┌──
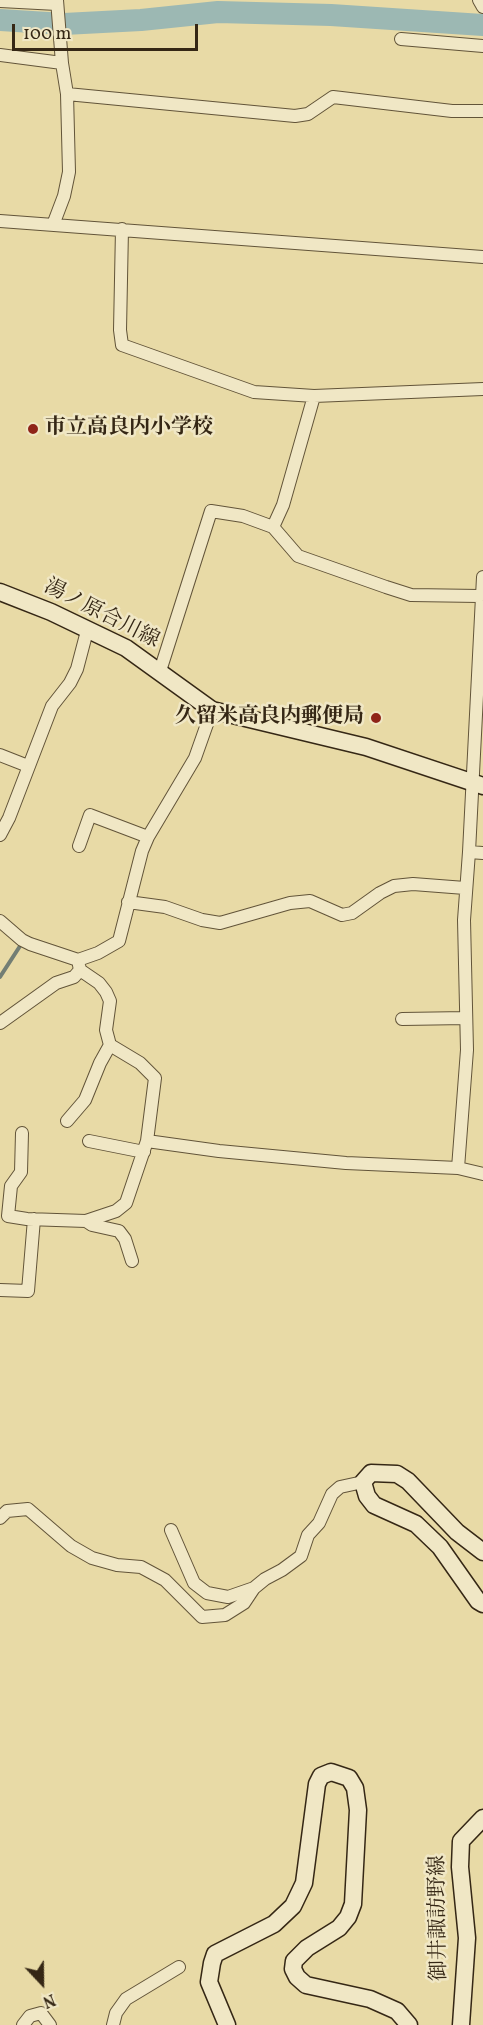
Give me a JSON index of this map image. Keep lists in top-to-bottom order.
{
  "streets": {
    "main road": ["湯ノ原合川線", "御井諏訪野線"]
  },
  "places": ["市立高良内小学校", "久留米高良内郵便局"],
  "scale_bar": "100 m",
  "north": "bottom"
}
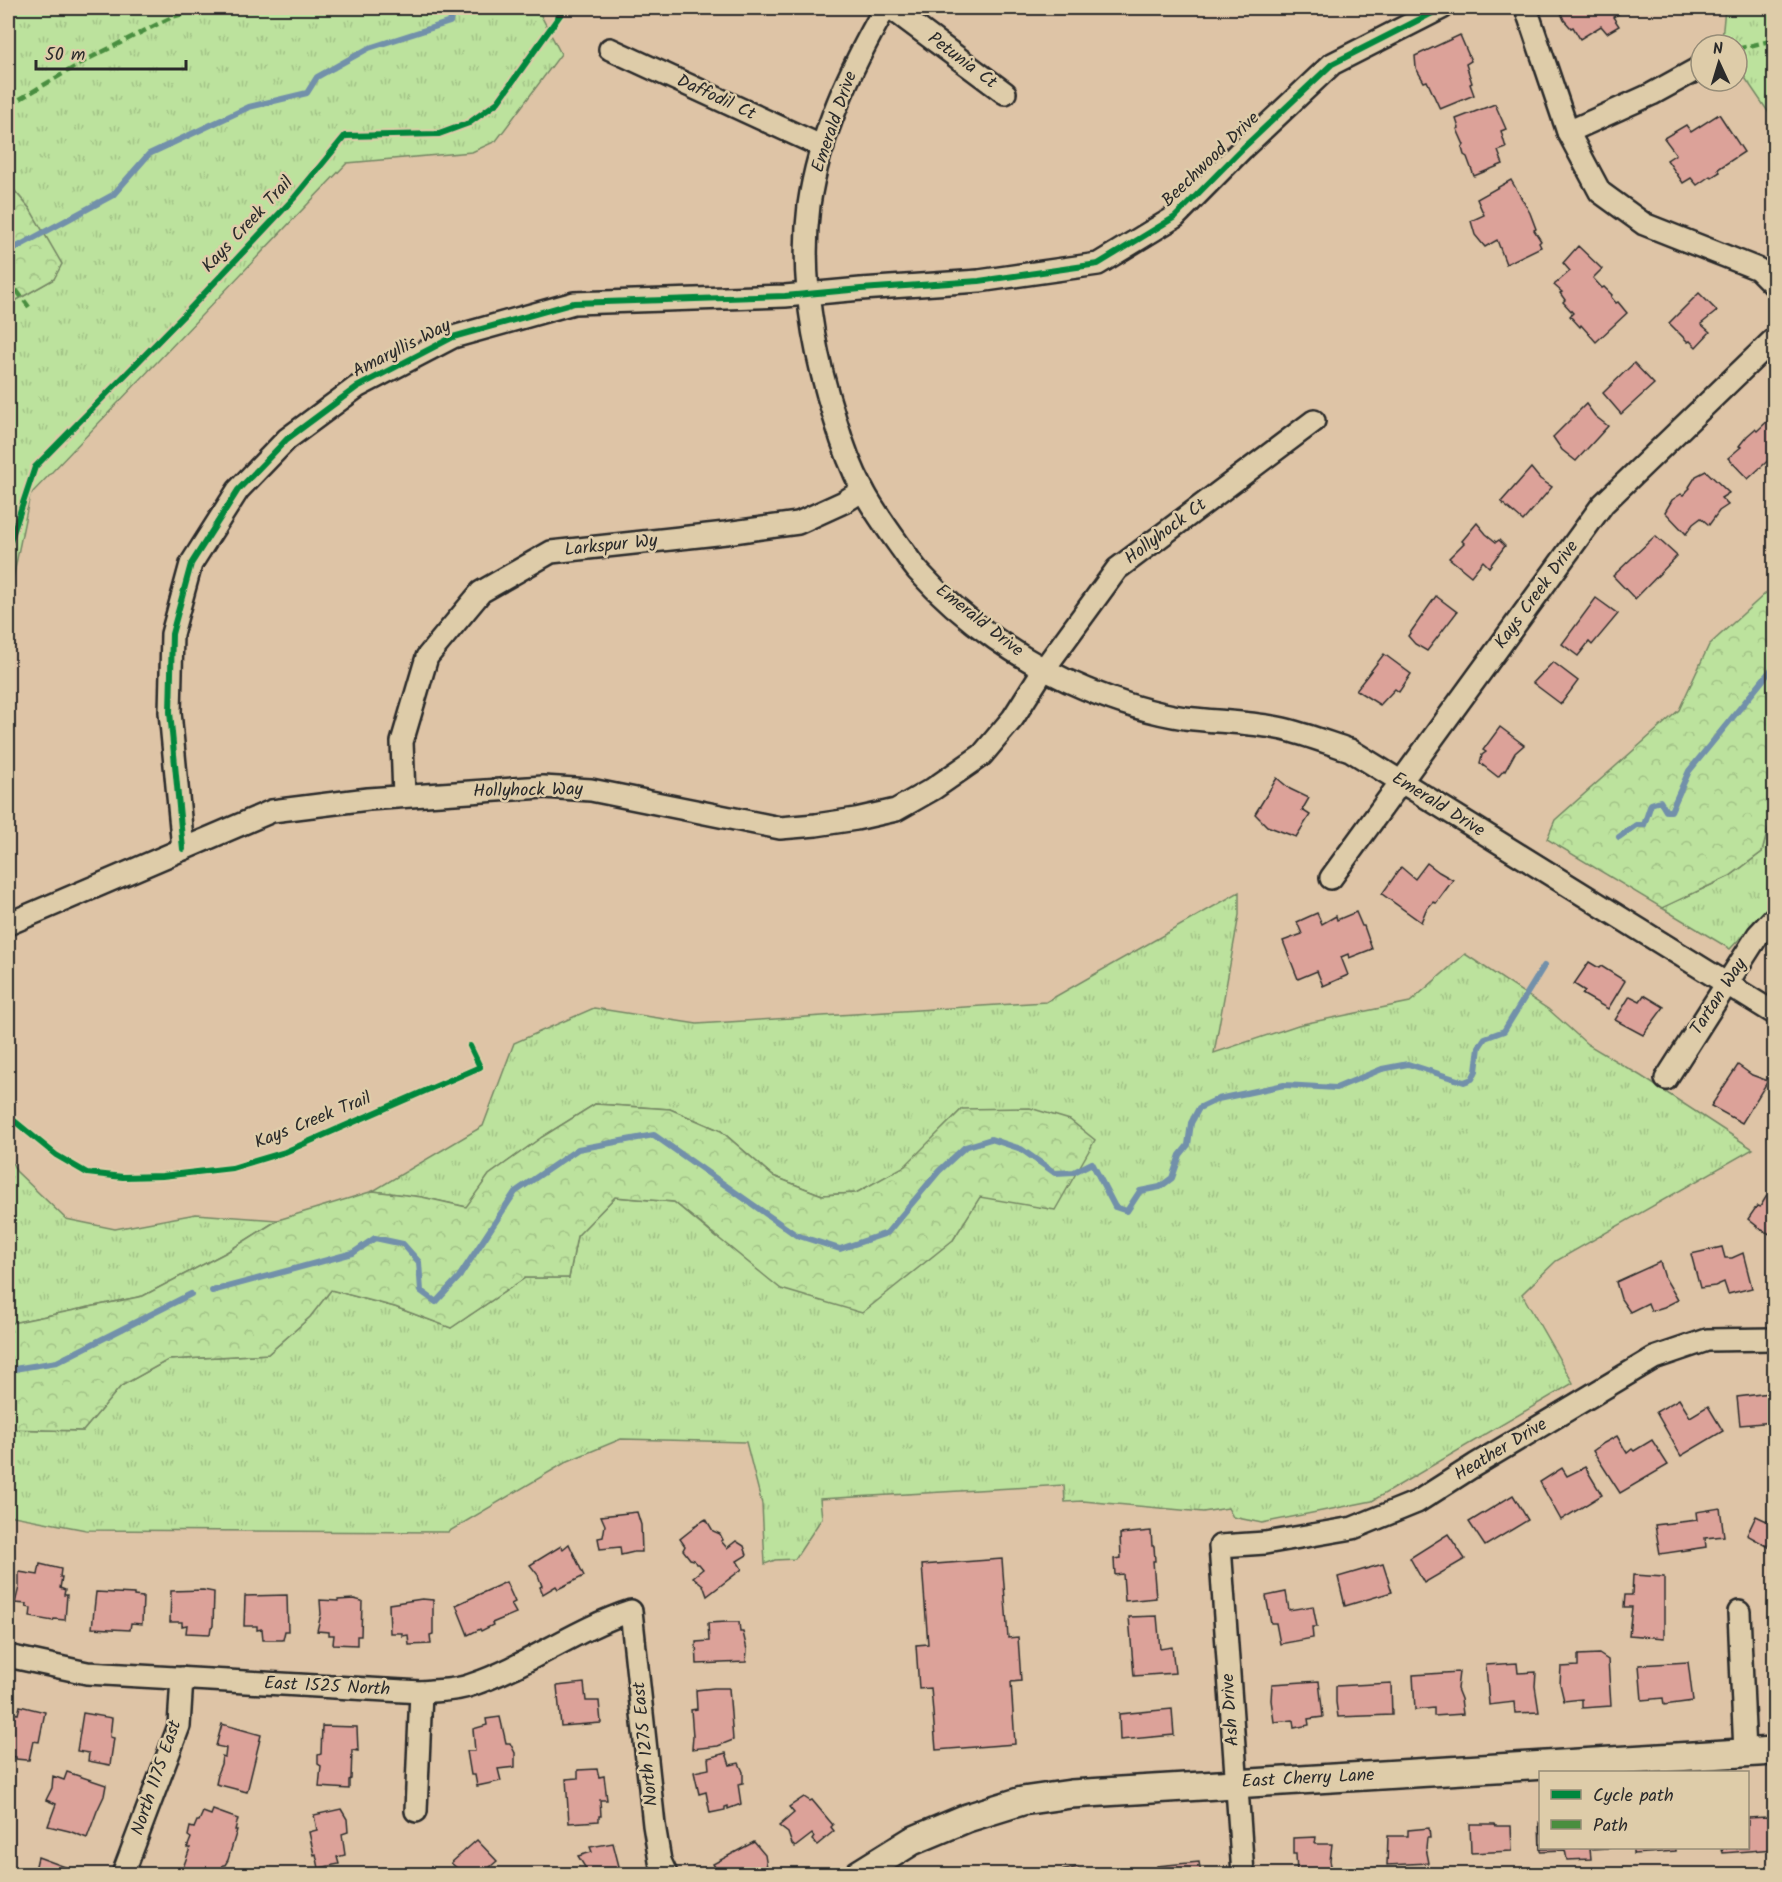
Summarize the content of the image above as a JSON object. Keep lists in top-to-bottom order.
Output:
{
  "streets": {
    "street": [
      "Petunia Ct",
      "Daffodil Ct",
      "Emerald Drive",
      "Beechwood Drive",
      "Amaryllis Way",
      "Hollyhock Ct",
      "Larkspur Wy",
      "Kays Creek Drive",
      "Hollyhock Way",
      "Tartan Way",
      "Heather Drive",
      "East 1525 North",
      "Ash Drive",
      "North 1275 East",
      "North 1175 East",
      "East Cherry Lane"
    ],
    "cycle path": ["Kays Creek Trail"]
  },
  "crossings": [
    ["Daffodil Ct", "Emerald Drive"],
    ["Emerald Drive", "Beechwood Drive"],
    ["Emerald Drive", "Amaryllis Way"],
    ["Emerald Drive", "Hollyhock Ct"],
    ["Emerald Drive", "Larkspur Wy"],
    ["Emerald Drive", "Kays Creek Drive"],
    ["Emerald Drive", "Hollyhock Way"],
    ["Emerald Drive", "Tartan Way"],
    ["Beechwood Drive", "Amaryllis Way"],
    ["Amaryllis Way", "Hollyhock Way"],
    ["Hollyhock Ct", "Hollyhock Way"],
    ["Larkspur Wy", "Hollyhock Way"],
    ["Heather Drive", "Ash Drive"],
    ["East 1525 North", "North 1275 East"],
    ["East 1525 North", "North 1175 East"],
    ["Ash Drive", "East Cherry Lane"]
  ],
  "legend": ["Cycle path", "Path"],
  "scale_bar": "50 m",
  "north": "top"
}
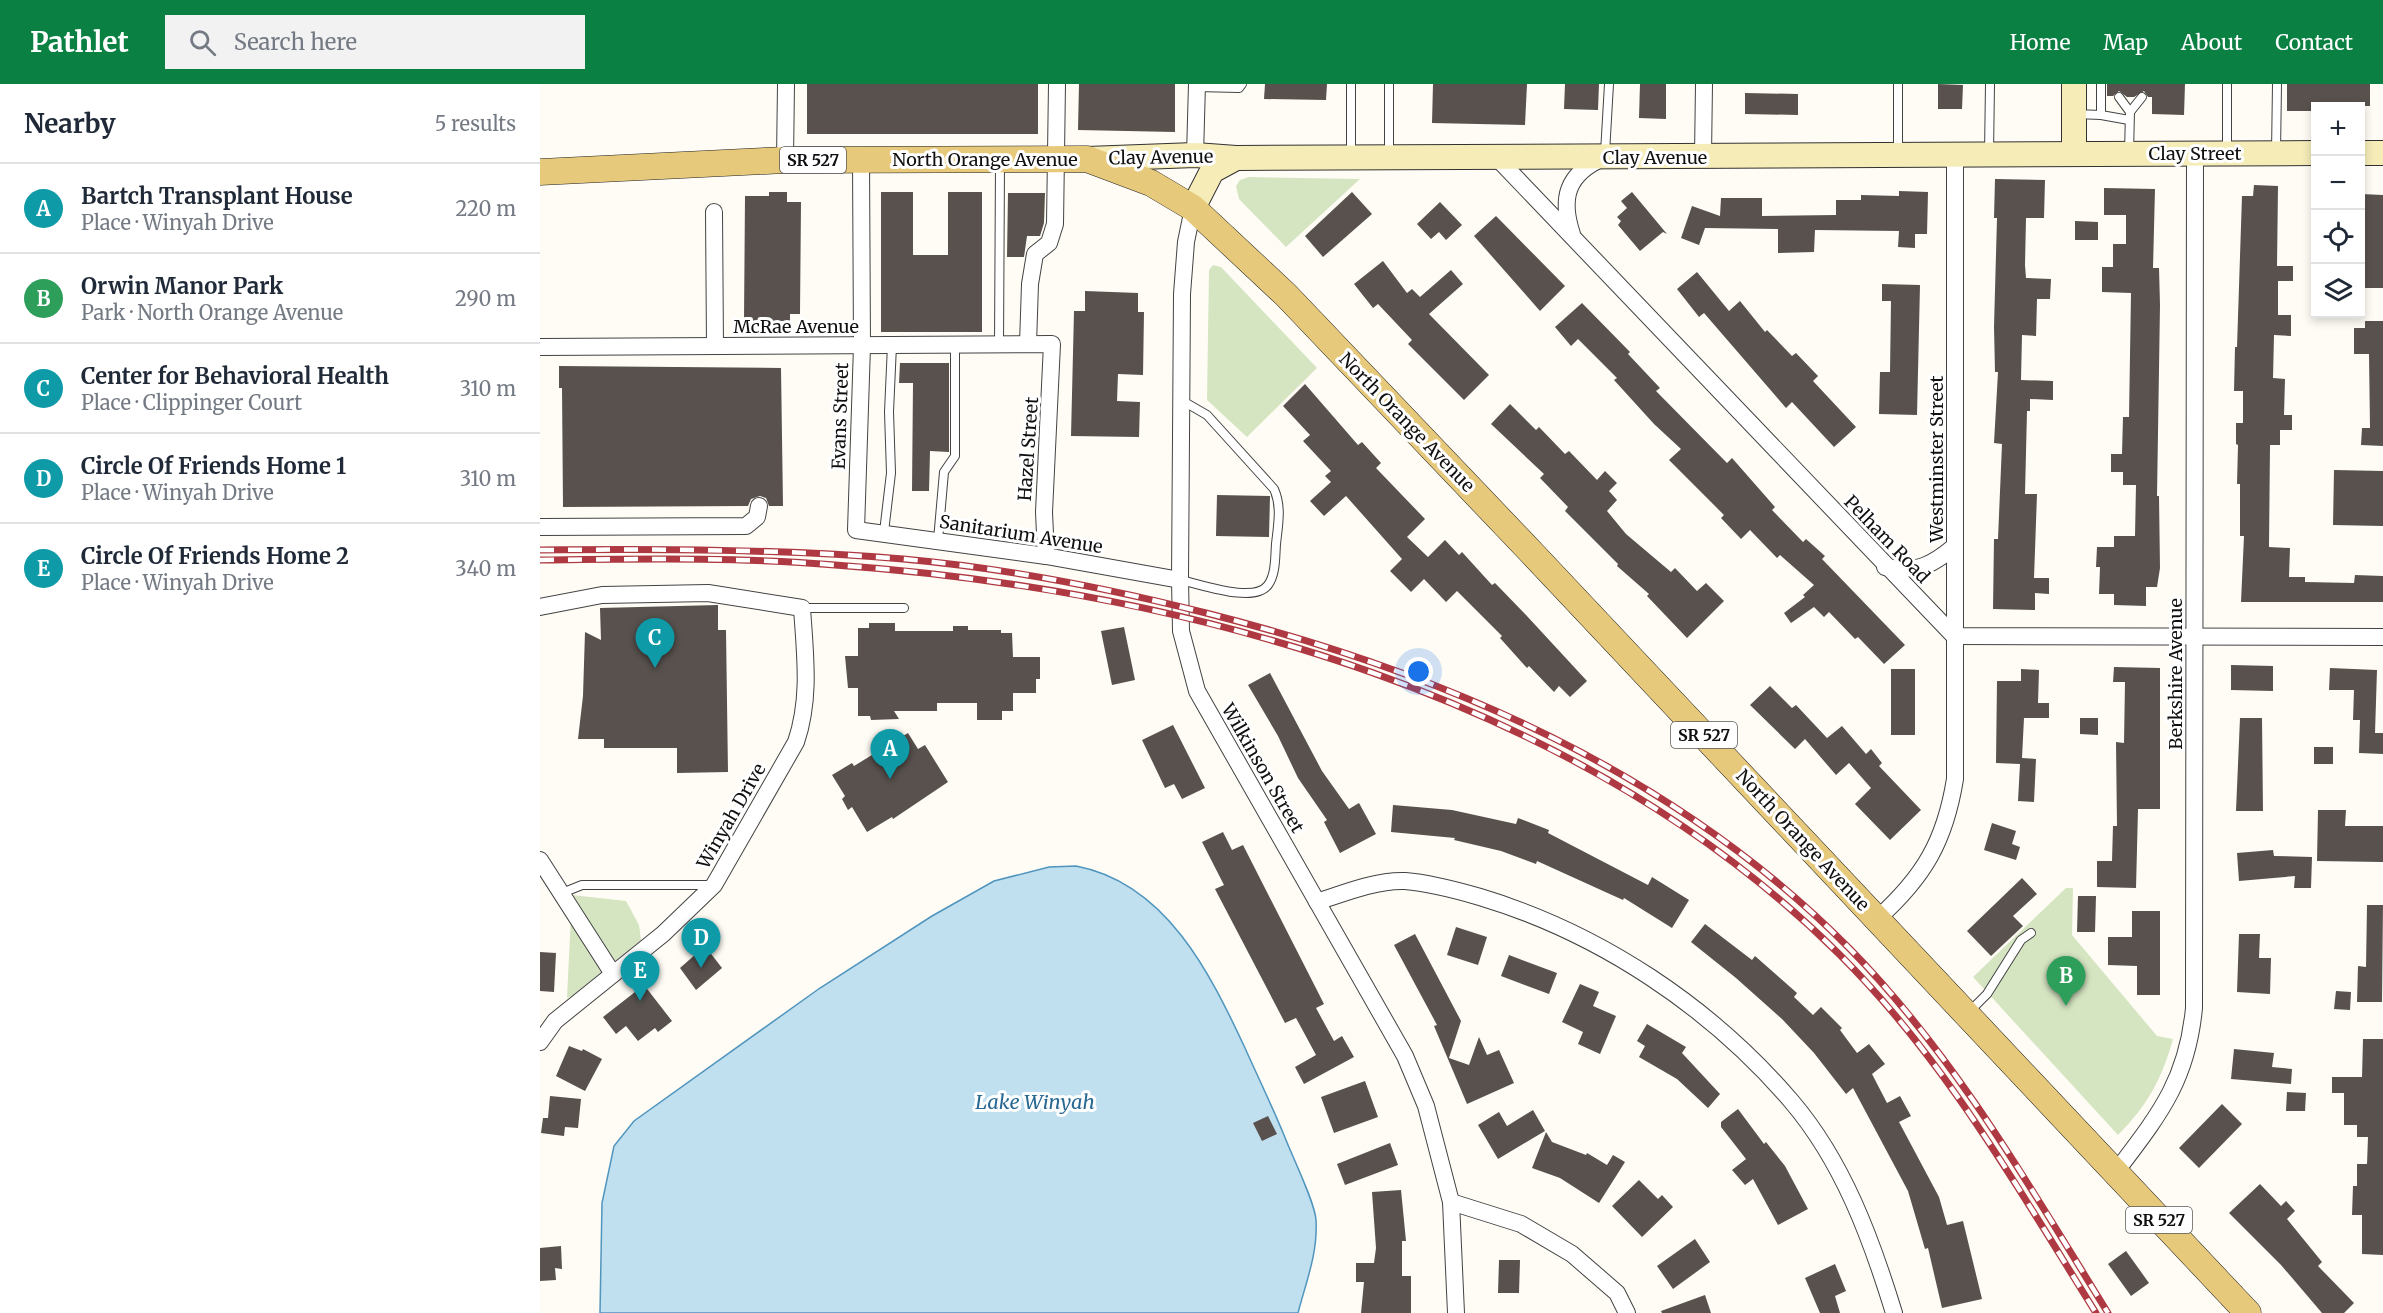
└──
* **Task brief**
Only the words belong in your copy: restate the data above exactly and leave the images out.

* **Answer**
Give me a JSON index of this map image. Keep lists in top-to-bottom order.
{
  "streets": {
    "main road": ["湯ノ原合川線", "御井諏訪野線"]
  },
  "places": ["市立高良内小学校", "久留米高良内郵便局"],
  "scale_bar": "100 m",
  "north": "bottom"
}
Summarize the content of the image above as a JSON object. Keep lists in top-to-bottom order.
Output:
{
  "streets": {
    "street": [
      "Petunia Ct",
      "Daffodil Ct",
      "Emerald Drive",
      "Beechwood Drive",
      "Amaryllis Way",
      "Hollyhock Ct",
      "Larkspur Wy",
      "Kays Creek Drive",
      "Hollyhock Way",
      "Tartan Way",
      "Heather Drive",
      "East 1525 North",
      "Ash Drive",
      "North 1275 East",
      "North 1175 East",
      "East Cherry Lane"
    ],
    "cycle path": ["Kays Creek Trail"]
  },
  "crossings": [
    ["Daffodil Ct", "Emerald Drive"],
    ["Emerald Drive", "Beechwood Drive"],
    ["Emerald Drive", "Amaryllis Way"],
    ["Emerald Drive", "Hollyhock Ct"],
    ["Emerald Drive", "Larkspur Wy"],
    ["Emerald Drive", "Kays Creek Drive"],
    ["Emerald Drive", "Hollyhock Way"],
    ["Emerald Drive", "Tartan Way"],
    ["Beechwood Drive", "Amaryllis Way"],
    ["Amaryllis Way", "Hollyhock Way"],
    ["Hollyhock Ct", "Hollyhock Way"],
    ["Larkspur Wy", "Hollyhock Way"],
    ["Heather Drive", "Ash Drive"],
    ["East 1525 North", "North 1275 East"],
    ["East 1525 North", "North 1175 East"],
    ["Ash Drive", "East Cherry Lane"]
  ],
  "legend": ["Cycle path", "Path"],
  "scale_bar": "50 m",
  "north": "top"
}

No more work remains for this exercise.